Вчера на улицу выскочила сумасшедшая голая весна – её ждали, но она оказалась не готова, и когда кто-то донёс на такую шалость, девушка скрылась со сцены, и вернулась представительная зима, успевшая доконать даже детей.

Вчера всё растаяло, ночью всё сковало льдом, а сейчас мягким снегом природа запорошивала все опасности, создавая иллюзию спокойствия, и даже больше того скажу – блаженства. Пару раз девушка поскользнулась и чуть не стукнулась бедром о припаркованную тут же машину.

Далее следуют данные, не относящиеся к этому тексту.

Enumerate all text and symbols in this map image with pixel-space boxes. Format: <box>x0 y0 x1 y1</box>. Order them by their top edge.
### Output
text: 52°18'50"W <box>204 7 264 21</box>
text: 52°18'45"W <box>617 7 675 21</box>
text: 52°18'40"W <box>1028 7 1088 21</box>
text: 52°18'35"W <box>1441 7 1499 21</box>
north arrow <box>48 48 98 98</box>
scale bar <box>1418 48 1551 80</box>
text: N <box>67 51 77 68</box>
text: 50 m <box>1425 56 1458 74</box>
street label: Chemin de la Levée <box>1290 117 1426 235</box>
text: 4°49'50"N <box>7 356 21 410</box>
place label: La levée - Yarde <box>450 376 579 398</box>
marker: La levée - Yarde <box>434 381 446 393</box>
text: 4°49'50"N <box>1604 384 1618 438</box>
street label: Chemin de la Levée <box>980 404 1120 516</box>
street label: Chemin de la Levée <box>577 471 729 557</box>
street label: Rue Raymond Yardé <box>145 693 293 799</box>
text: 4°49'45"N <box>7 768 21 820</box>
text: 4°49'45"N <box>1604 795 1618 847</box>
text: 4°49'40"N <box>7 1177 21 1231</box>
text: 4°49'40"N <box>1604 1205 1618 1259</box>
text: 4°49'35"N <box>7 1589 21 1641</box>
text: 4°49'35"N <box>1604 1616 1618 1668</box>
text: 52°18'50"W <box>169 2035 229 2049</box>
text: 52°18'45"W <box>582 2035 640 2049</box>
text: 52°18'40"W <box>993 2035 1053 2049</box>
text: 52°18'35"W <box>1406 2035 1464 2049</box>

Он не пытался помочь ей, поддержать за локоть, нет. Изначально двое договорились, что девушка может не только стоять самостоятельно, но ещё и жить, и дышать, и говорить, и забывать многое, и её это устраивает.

Молодой человек был выше девушки. Несмотря на такой мороз, на нём болтались лишь толстовка и кожаная куртка, но он ни секунды не дрожал, наверное, и мысли такой не приходило на ум, ему было вполне комфортно.

В пабе незадолго до этого он достал из внутреннего кармана три пакета, разложил аккуратно перед собой на стойке. То был зелёный кошелёчек с фильтрами, маленький – с закрутками, и самый большой, кораллового цвета – с табаком.

– Черешня, – добавил он.

Точно хирург, молодой человек медленно, с особым вниманием, сдержанно занимался своей появляющейся на глазах сигаретой. Зажигалку мастерить не нужно было. В этом плане парень полагался на силу проверенного огня.

Взять немного табака, положить в нужной пропорции на бумагу, закрутить, лизнуть, не забыть про фильтр – и вот, наслаждение на следующую минуту готово. Как много он жил, ведь несколько понятых минут, пропущенных через самое твоё – это роскошь.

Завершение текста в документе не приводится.